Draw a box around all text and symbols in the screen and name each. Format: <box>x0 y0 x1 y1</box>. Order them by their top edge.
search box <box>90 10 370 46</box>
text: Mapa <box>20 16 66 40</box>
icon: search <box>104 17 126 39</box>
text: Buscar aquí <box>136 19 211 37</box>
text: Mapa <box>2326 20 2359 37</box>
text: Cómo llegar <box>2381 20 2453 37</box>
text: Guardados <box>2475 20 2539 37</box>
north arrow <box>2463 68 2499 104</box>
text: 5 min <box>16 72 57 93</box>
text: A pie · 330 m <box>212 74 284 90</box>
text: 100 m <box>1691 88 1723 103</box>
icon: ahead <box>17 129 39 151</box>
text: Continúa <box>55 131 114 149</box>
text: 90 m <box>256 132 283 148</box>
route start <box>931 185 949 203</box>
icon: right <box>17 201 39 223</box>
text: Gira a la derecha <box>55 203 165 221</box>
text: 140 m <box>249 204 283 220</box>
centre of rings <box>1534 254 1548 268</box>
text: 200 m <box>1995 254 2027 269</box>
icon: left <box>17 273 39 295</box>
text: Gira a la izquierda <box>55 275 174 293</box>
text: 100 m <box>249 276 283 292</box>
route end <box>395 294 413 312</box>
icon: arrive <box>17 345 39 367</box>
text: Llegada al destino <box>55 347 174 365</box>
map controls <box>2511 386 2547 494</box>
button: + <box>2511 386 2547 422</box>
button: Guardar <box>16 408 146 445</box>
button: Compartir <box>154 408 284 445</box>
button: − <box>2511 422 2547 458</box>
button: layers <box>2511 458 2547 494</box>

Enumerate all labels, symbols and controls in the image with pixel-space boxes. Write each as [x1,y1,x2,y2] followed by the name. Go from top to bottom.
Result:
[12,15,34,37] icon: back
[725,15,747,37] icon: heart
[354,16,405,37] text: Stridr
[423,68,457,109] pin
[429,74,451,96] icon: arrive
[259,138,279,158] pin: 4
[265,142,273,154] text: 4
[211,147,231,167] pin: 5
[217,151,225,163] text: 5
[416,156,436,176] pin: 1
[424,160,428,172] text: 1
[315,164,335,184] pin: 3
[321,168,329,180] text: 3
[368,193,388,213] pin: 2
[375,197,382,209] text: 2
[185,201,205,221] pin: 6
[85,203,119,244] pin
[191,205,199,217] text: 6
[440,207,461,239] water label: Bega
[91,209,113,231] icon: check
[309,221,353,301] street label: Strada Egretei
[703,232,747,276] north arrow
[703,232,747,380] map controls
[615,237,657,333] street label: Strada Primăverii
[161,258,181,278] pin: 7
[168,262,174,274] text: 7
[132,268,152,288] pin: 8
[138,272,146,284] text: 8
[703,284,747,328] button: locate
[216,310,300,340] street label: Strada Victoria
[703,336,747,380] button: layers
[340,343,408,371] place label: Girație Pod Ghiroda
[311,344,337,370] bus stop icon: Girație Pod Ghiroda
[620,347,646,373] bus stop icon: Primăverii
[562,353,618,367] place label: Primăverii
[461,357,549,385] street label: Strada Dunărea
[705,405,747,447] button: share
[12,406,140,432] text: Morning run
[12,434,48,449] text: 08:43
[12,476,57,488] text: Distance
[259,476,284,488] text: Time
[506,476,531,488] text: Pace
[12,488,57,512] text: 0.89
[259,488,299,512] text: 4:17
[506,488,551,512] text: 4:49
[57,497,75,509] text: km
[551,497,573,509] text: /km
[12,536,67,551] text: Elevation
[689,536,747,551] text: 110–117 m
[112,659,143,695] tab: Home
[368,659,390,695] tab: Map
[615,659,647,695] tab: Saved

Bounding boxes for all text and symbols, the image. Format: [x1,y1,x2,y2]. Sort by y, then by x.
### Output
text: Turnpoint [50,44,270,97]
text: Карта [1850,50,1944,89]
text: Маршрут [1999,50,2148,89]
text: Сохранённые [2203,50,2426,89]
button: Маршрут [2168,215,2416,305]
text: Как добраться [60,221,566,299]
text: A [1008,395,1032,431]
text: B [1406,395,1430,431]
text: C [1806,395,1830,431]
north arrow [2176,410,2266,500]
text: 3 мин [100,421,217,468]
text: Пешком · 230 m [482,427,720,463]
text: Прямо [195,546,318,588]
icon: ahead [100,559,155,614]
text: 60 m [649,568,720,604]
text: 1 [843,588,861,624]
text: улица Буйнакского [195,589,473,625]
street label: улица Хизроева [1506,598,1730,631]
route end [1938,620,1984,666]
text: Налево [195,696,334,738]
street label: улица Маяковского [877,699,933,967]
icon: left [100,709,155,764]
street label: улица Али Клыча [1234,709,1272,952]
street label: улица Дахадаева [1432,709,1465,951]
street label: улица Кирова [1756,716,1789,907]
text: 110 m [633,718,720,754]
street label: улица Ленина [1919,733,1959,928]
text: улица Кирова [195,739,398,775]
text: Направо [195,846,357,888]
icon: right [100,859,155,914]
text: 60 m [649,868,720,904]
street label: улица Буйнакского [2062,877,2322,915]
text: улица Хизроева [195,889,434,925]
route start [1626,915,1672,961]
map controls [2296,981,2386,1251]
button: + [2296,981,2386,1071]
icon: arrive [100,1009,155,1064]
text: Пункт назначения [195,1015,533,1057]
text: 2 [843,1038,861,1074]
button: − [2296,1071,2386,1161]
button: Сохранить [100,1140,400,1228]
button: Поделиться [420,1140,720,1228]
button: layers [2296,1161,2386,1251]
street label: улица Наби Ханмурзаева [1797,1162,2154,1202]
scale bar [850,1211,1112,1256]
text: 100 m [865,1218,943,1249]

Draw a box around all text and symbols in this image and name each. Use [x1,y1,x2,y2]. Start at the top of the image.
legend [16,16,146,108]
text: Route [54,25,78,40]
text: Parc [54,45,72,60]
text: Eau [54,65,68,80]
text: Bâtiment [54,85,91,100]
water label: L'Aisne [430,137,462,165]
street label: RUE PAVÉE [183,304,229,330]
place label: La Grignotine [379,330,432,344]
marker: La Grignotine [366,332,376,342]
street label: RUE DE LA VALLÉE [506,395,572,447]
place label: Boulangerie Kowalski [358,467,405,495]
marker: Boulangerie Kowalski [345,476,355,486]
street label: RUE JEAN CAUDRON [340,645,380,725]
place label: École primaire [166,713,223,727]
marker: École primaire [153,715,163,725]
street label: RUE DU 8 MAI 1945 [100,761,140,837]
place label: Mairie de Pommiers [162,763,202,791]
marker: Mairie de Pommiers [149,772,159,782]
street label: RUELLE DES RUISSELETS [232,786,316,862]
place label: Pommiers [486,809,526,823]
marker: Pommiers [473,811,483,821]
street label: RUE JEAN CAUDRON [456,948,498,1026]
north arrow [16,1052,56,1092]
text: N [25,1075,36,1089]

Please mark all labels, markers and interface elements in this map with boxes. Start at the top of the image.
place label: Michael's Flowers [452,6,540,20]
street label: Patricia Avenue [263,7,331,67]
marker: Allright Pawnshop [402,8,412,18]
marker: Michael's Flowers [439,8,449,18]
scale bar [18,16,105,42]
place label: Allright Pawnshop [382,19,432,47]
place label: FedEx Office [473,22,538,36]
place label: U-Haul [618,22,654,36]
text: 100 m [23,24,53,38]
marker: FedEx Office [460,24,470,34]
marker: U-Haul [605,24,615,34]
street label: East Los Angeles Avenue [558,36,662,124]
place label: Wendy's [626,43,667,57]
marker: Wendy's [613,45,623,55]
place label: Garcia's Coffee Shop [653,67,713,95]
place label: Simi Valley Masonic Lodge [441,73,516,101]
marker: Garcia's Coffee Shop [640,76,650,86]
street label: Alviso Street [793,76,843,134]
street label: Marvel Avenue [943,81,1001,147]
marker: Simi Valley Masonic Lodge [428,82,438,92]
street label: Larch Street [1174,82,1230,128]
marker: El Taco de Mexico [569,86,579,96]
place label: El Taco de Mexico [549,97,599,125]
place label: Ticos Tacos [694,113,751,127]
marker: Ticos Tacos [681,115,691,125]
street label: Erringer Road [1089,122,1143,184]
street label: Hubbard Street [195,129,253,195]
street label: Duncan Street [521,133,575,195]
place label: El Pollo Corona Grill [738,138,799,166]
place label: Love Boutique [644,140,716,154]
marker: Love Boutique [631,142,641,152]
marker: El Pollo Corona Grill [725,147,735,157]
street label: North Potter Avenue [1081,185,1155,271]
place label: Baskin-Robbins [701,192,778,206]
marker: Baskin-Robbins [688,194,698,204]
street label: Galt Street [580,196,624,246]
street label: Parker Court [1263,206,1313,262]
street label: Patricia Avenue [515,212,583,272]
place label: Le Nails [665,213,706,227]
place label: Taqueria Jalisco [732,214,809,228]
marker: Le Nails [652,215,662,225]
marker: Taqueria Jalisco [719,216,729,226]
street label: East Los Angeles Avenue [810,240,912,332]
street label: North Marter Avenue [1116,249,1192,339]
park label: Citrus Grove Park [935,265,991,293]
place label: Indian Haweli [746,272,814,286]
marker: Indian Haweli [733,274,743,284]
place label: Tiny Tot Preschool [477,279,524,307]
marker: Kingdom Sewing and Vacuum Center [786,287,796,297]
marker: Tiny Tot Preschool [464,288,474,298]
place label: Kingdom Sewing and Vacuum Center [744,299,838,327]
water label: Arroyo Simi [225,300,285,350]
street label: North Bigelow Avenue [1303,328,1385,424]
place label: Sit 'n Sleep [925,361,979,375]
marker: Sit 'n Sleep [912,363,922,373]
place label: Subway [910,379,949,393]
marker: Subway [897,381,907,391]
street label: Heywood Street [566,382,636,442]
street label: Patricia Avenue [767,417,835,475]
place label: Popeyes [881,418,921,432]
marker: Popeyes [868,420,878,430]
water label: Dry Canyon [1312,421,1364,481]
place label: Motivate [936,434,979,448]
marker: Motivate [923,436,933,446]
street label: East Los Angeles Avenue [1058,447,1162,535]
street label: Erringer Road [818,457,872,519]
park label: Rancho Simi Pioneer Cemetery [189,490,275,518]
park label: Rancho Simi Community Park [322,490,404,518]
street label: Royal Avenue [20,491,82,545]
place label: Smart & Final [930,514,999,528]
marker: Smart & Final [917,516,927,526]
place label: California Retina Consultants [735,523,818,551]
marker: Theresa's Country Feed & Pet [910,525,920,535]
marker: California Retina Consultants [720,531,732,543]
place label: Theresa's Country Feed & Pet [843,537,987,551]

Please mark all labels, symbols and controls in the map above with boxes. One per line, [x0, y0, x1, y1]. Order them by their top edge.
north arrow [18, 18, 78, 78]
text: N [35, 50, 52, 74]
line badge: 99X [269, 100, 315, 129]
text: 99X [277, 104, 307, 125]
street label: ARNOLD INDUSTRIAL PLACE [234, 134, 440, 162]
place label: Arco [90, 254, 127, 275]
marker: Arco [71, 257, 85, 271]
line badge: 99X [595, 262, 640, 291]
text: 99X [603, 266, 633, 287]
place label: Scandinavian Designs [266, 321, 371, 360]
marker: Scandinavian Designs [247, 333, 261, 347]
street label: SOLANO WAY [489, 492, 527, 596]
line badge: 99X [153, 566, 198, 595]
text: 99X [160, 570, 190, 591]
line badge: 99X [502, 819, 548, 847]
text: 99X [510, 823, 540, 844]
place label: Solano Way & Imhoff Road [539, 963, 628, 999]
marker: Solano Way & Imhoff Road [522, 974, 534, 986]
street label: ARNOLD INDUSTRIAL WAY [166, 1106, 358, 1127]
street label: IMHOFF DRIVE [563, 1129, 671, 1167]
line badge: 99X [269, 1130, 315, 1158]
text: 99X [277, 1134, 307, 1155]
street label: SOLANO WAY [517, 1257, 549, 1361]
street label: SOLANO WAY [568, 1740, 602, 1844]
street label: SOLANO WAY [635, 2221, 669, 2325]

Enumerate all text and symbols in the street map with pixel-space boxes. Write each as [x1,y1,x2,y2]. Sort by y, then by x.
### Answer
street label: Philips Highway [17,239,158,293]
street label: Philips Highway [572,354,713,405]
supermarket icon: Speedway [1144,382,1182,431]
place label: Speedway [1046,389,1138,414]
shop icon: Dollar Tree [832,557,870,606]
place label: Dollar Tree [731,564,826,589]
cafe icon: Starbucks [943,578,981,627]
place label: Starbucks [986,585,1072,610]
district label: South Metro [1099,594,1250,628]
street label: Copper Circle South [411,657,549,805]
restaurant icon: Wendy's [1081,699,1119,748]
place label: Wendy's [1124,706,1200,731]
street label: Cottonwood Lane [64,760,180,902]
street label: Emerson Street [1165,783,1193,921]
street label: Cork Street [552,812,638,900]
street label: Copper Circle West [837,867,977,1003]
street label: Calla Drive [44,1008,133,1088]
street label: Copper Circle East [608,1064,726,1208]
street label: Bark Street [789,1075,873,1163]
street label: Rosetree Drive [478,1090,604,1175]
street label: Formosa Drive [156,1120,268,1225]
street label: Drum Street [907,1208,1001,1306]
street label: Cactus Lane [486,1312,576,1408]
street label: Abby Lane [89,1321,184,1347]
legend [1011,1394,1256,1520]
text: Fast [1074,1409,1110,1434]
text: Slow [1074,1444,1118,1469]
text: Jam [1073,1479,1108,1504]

- [Work to be completed]: Every line that includes "Designs" must be copied from the material above.

- [Response below]:
place label: Scandinavian Designs [266, 321, 371, 360]
marker: Scandinavian Designs [247, 333, 261, 347]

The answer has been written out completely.